Source-backed implementations are provided below for direct study and interview prep.

// Accepted solution for LeetCode #995: Minimum Number of K Consecutive Bit Flips
class Solution {
    public int minKBitFlips(int[] nums, int k) {
        int n = nums.length;
        int[] d = new int[n + 1];
        int ans = 0, s = 0;
        for (int i = 0; i < n; ++i) {
            s += d[i];
            if (s % 2 == nums[i]) {
                if (i + k > n) {
                    return -1;
                }
                ++d[i];
                --d[i + k];
                ++s;
                ++ans;
            }
        }
        return ans;
    }
}
Step 06

Interactive Study Demo

Use this to step through a reusable interview workflow for this problem.

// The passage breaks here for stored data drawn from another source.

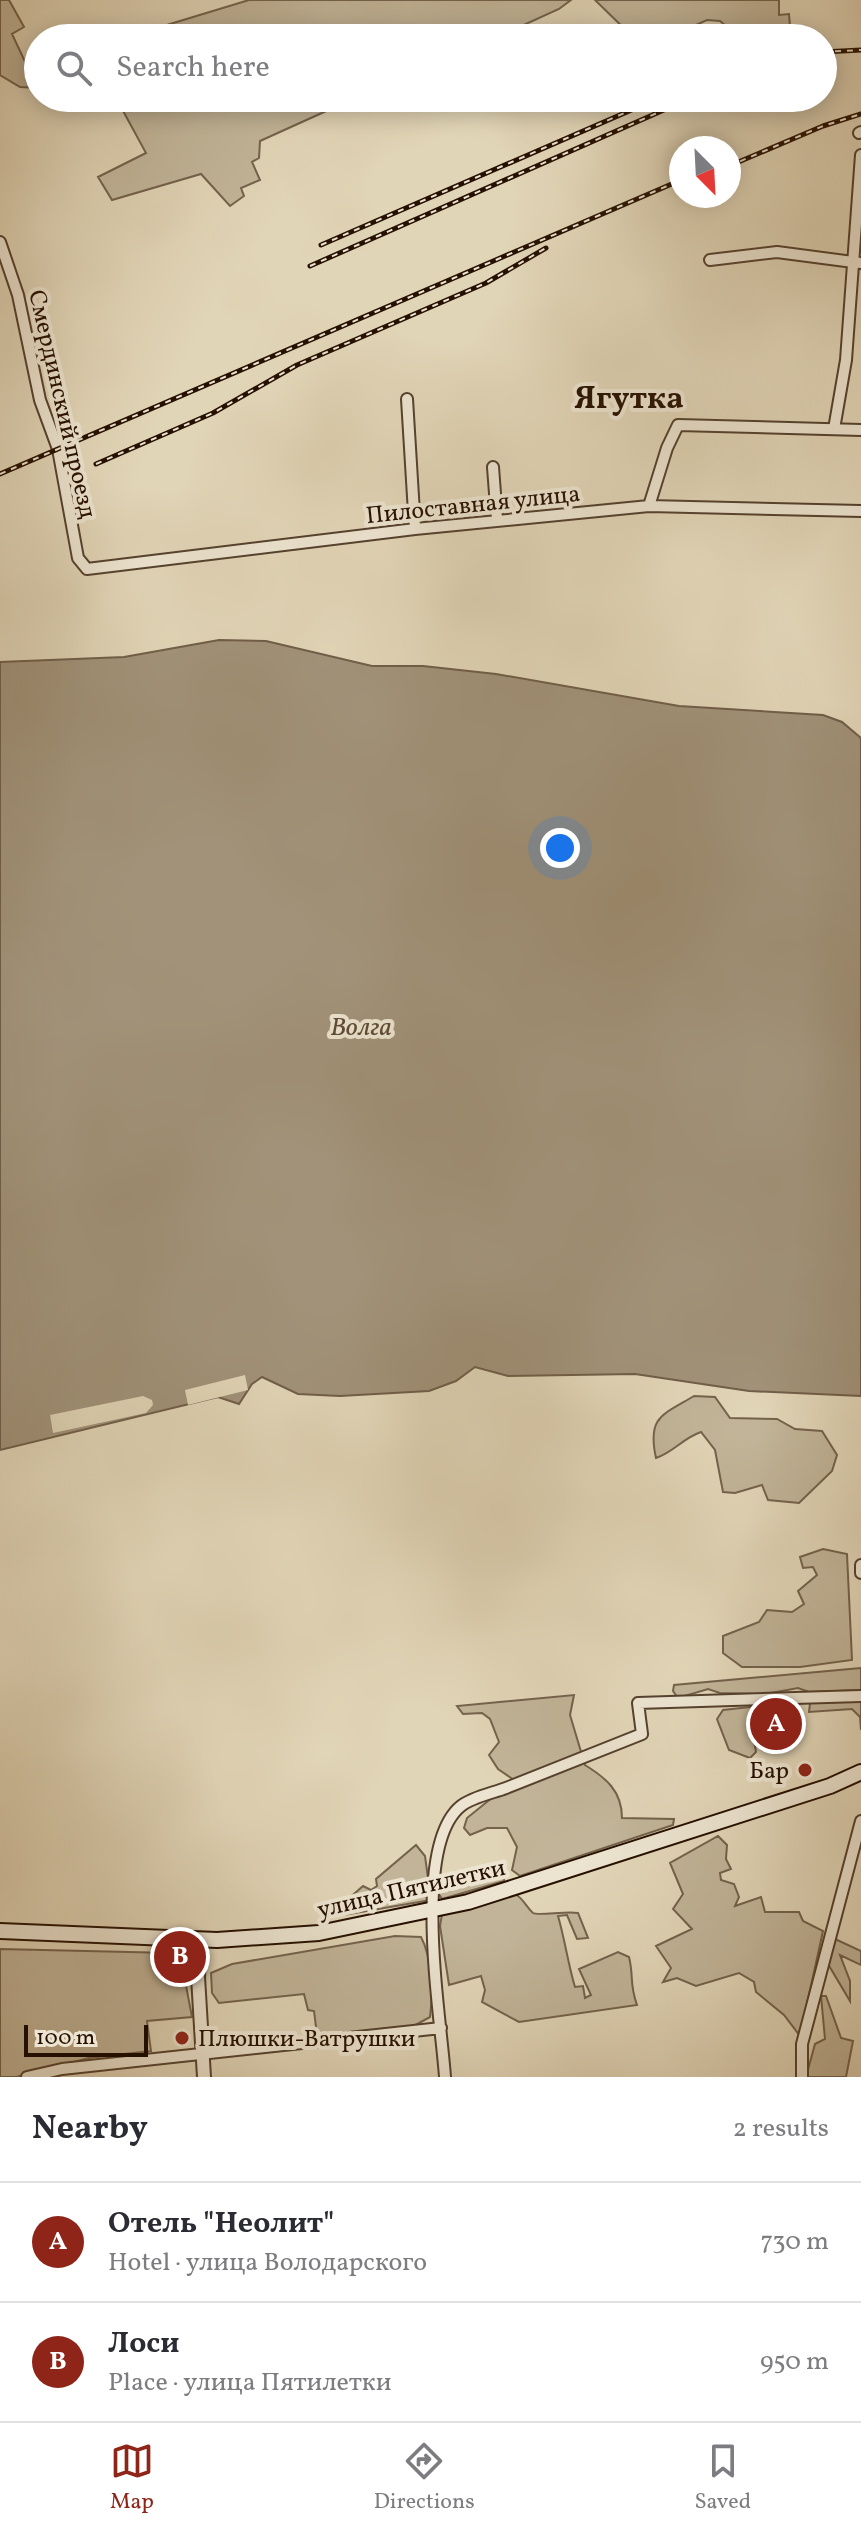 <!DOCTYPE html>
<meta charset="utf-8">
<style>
body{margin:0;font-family:Vollkorn,serif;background:#f2f2f3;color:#2b2b33}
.compass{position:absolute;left:669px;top:136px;width:72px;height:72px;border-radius:50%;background:#fff;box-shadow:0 4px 20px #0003;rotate:156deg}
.scale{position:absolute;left:24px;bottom:20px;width:124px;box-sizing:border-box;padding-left:8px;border:4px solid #261000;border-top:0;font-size:22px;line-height:28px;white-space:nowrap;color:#261000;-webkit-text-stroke:6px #ece4d0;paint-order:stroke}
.you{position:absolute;left:560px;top:848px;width:28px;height:28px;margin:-20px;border:6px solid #fff;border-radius:50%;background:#1a73e8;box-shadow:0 0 0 12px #1a73e833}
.badge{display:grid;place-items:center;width:52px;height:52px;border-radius:50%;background:#8f2418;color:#fff;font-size:26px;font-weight:700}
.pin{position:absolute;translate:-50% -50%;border:4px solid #fff;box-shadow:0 2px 8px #0006}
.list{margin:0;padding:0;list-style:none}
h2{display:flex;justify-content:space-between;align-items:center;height:104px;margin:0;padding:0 32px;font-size:34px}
h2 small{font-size:26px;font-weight:400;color:#7c7c81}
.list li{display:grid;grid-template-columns:52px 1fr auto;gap:24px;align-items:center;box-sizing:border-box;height:120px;padding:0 32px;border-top:2px solid #e1e1e2}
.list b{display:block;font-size:30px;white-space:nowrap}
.list p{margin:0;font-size:26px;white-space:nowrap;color:#7c7c81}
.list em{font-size:26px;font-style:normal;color:#7c7c81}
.icon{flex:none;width:44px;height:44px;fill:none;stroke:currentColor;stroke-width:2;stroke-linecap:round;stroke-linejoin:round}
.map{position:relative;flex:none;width:861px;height:2077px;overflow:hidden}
.search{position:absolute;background:#fff;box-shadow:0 4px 20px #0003;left:24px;right:24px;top:24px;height:88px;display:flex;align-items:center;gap:20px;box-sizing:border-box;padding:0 28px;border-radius:44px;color:#7c7c81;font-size:30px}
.sheet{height:344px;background:#fff}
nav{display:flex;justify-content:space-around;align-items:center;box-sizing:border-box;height:112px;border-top:2px solid #e1e1e2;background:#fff;font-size:22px;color:#7c7c81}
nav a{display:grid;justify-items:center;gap:4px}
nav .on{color:#8f2418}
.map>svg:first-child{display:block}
.green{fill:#c1b498;stroke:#74624c;stroke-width:2}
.water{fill:#a19279;stroke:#705e49;stroke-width:2}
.pier{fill:#e1d5b7}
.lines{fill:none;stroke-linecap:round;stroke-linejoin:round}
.minor-casing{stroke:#55412e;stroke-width:14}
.tertiary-casing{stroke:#55412e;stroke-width:16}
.secondary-casing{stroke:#261000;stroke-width:18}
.minor{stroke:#ece4d0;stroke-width:10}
.tertiary{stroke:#ece4d0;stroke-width:12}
.secondary{stroke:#ece4d0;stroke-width:14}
.rail-casing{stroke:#261000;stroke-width:5}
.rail{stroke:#ece4d0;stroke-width:2;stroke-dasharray:6;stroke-linecap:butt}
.poi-dot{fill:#8f2418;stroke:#ece4d0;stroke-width:3}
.labels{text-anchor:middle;stroke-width:8;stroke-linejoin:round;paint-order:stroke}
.street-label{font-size:24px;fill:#261000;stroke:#ece4d0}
.poi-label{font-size:24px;fill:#261000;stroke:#ece4d0;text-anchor:end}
.water-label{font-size:26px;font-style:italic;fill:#5d4a36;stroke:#ece4d0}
.district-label{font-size:32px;font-weight:bold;fill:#261000;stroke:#ece4d0}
</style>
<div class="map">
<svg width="861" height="2077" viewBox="0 0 861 2077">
<rect width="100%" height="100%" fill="#e1d5b7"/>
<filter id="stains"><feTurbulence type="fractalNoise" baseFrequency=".0025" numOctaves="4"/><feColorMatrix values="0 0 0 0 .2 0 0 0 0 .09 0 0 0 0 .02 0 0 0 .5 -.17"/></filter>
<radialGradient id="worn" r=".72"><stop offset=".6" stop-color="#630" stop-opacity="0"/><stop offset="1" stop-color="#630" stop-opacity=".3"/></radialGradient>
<path class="green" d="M 0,0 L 9,0 L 24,27 L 12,34 L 27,66 L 38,63 L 38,88 L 20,87 L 0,75 Z
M 249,0 L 571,0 L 559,9 L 495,38 L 124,38 Z
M 595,0 L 779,0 L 779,15 L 789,14 L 791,38 L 740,38 L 720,21 L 707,20 L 667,38 L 634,38 Z
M 116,98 L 355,98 L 260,141 L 259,158 L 252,162 L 260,180 L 241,188 L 244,196 L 230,206 L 201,174 L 112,200 L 98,177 L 146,153 Z
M 694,1396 L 715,1397 L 730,1418 L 777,1419 L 795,1429 L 822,1431 L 837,1455 L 832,1471 L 799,1503 L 768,1500 L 762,1485 L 735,1493 L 723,1492 L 715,1450 L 701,1432 C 683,1438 674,1452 656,1458 C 647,1417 662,1415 694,1396 Z
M 823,1549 L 847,1554 L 852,1660 L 800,1667 L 742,1667 L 723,1653 L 723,1636 L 759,1622 L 767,1610 L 792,1612 L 804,1604 L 798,1591 L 817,1575 L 813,1567 L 803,1568 L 800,1557 Z
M 861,1668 L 861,1690 L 809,1692 L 798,1688 L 766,1694 L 720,1693 L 708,1689 L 678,1698 L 673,1691 L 674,1685 Z
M 574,1695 L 570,1715 L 585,1765 C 606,1778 622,1791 622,1818 L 674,1819 L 673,1825 L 520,1876 L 512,1870 L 517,1847 L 507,1828 L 487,1828 L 470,1835 L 464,1828 L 467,1818 L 514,1780 L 498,1769 L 489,1755 L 499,1742 L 490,1719 L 482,1713 L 463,1714 L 457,1706 Z
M 829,1700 L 861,1701 L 861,1730 L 860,1717 L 852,1709 L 809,1712 L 810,1703 Z
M 797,1702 L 798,1710 L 790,1715 L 766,1711 L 751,1721 L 756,1752 L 750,1758 L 729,1750 L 717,1719 L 723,1710 Z
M 718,1836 L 727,1845 L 726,1859 L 731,1869 L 720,1873 L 721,1880 L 734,1884 L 739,1897 L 735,1906 L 761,1897 L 765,1912 L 799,1912 L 803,1921 L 823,1931 L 800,2036 L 784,2015 L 756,1992 L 754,1982 L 739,1973 L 696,1986 L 677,1978 L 663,1982 L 671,1968 L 656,1946 L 692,1929 L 673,1909 L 683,1894 L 670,1863 Z
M 416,1845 L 425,1856 L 431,1900 L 344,1915 L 337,1909 L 363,1886 L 371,1890 L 377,1886 L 376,1879 Z
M 479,1867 L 498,1867 L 503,1872 L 504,1881 L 442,1899 C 435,1891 439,1885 443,1877 Z
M 515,1894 C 524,1899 526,1907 533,1913 C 538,1916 566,1911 578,1913 L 588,1938 L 577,1939 L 567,1915 L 558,1916 C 565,1940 568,1964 575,1987 L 583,1986 L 585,1998 L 591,1995 L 579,1969 L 618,1952 L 629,1957 C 634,1977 629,1983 637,2005 L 519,2022 L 482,2002 L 485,1990 L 481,1976 L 449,1985 L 440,1926 L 442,1914 Z
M 395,1936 L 421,1937 C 432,1957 433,1995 430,2017 L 410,2028 L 317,2035 L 314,2011 L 308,2010 L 304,1994 L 219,2003 L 212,1993 L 211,1973 L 232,1964 Z
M 835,1939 L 861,1951 L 861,1965 L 840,1955 L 850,1981 L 850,2001 L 828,1964 Z
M 0,1949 L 172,1953 L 183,1970 L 192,2017 L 147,2021 L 151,2051 L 89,2058 L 16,2077 L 0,2077 Z
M 821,1996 L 826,1996 L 841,2038 L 853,2041 L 846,2077 L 806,2077 L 815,2044 L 825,2039 Z"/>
<path class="water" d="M 219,640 L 266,641 L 372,666 L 423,666 L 496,674 L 679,706 L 823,715 L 842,722 L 861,738 L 861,1396 L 749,1391 L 635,1374 L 508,1376 L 475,1367 L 456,1381 L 429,1391 L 340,1396 L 298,1394 L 262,1377 L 252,1384 L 239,1404 L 218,1397 L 0,1450 L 0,662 L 124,657 Z"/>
<path class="pier" d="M 245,1375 L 248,1390 L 188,1405 L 185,1390 Z
M 143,1396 L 152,1400 L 153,1405 L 146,1413 L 53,1433 L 50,1415 Z"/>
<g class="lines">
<g class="minor-casing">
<path id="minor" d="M 859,133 L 861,132
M 0,242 L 18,295 L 40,400 L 58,449 L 78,558 L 87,569 L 415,529 L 649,506 L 861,511
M 710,260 L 777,252 L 861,263
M 407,399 L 415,529
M 834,429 L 846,360 L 861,155
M 493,467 L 497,520
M 649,506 L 667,448 L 678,425 L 861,430
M 861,1565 L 861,1573
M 27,2077 L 62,2069 L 441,2028
M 445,2077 C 441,2017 411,1846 461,1806 C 472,1797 493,1793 506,1788 C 551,1770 596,1752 642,1734 L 638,1703 L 861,1696
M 802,2077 L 802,2044 L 861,1821"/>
</g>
<g class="tertiary-casing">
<path id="tertiary" d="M 200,1939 L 198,1977 L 204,2077"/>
</g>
<g class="secondary-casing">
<path id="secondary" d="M 0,1931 L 217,1940 L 319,1933 L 468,1902 L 830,1786 L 861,1772"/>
</g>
<use href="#minor" class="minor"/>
<use href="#tertiary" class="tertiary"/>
<use href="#secondary" class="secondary"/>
<g class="rail-casing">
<path id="rail" d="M 823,52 L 861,50
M 729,166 L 823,126 L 861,114
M 321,245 L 659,98
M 310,266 L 691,98
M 96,464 L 213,413 L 297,365 L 486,283 L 546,248
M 0,474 L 681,180"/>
</g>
<use href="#rail" class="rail"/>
</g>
<g class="poi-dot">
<circle cx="805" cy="1770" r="8"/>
<circle cx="182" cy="2038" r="8"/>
</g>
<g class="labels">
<g class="street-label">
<text transform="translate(63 404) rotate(77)" y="8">Смердинский проезд</text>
<text transform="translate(473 504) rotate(-6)" y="8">Пилоставная улица</text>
<text transform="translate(411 1888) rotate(-13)" y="8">улица Пятилетки</text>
</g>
<g class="poi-label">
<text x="789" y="1778">Бар</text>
<text x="198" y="2046" text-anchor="start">Плюшки-Ватрушки</text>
</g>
<g class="water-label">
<text x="361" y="1035">Волга</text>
</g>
<g class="district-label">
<text x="629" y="408">Ягутка</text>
</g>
</g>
<rect width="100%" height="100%" filter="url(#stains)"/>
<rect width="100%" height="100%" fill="url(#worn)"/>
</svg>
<svg class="compass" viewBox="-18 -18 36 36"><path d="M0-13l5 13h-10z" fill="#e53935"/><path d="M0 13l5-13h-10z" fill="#7c7c81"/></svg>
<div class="scale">100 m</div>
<div class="you"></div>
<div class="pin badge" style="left:776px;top:1724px">A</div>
<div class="pin badge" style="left:180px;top:1957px">B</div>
<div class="search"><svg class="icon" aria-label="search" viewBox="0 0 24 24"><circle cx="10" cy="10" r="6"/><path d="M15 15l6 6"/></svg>Search here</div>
</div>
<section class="sheet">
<h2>Nearby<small>2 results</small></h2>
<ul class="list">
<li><span class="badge">A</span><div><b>Отель &quot;Неолит&quot;</b><p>Hotel · улица Володарского</p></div><em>730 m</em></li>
<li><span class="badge">B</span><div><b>Лоси</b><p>Place · улица Пятилетки</p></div><em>950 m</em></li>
</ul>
</section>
<nav>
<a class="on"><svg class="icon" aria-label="map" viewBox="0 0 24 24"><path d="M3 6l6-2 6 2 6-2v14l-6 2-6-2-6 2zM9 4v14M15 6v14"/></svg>Map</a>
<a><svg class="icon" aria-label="directions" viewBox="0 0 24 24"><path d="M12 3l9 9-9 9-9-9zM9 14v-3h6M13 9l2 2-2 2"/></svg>Directions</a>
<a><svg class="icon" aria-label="saved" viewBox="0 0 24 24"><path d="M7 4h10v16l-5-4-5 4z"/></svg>Saved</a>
</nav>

Press Step or Run All to begin.
Step 07

Complexity Analysis

Time
O(n)
Space
O(n)

Approach Breakdown

SORT + SCAN
O(n log n) time
O(n) space

Sort the array in O(n log n), then scan for the missing or unique element by comparing adjacent pairs. Sorting requires O(n) auxiliary space (or O(1) with in-place sort but O(n log n) time remains). The sort step dominates.

BIT MANIPULATION
O(n) time
O(1) space

Bitwise operations (AND, OR, XOR, shifts) are O(1) per operation on fixed-width integers. A single pass through the input with bit operations gives O(n) time. The key insight: XOR of a number with itself is 0, which eliminates duplicates without extra space.

Shortcut: Bit operations are O(1). XOR cancels duplicates. Single pass → O(n) time, O(1) space.
Coach Notes

Common Mistakes

Review these before coding to avoid predictable interview regressions.

Off-by-one on range boundaries

Wrong move: Loop endpoints miss first/last candidate.

Usually fails on: Fails on minimal arrays and exact-boundary answers.

Fix: Re-derive loops from inclusive/exclusive ranges before coding.

Shrinking the window only once

Wrong move: Using `if` instead of `while` leaves the window invalid for multiple iterations.

Usually fails on: Over-limit windows stay invalid and produce wrong lengths/counts.

Fix: Shrink in a `while` loop until the invariant is valid again.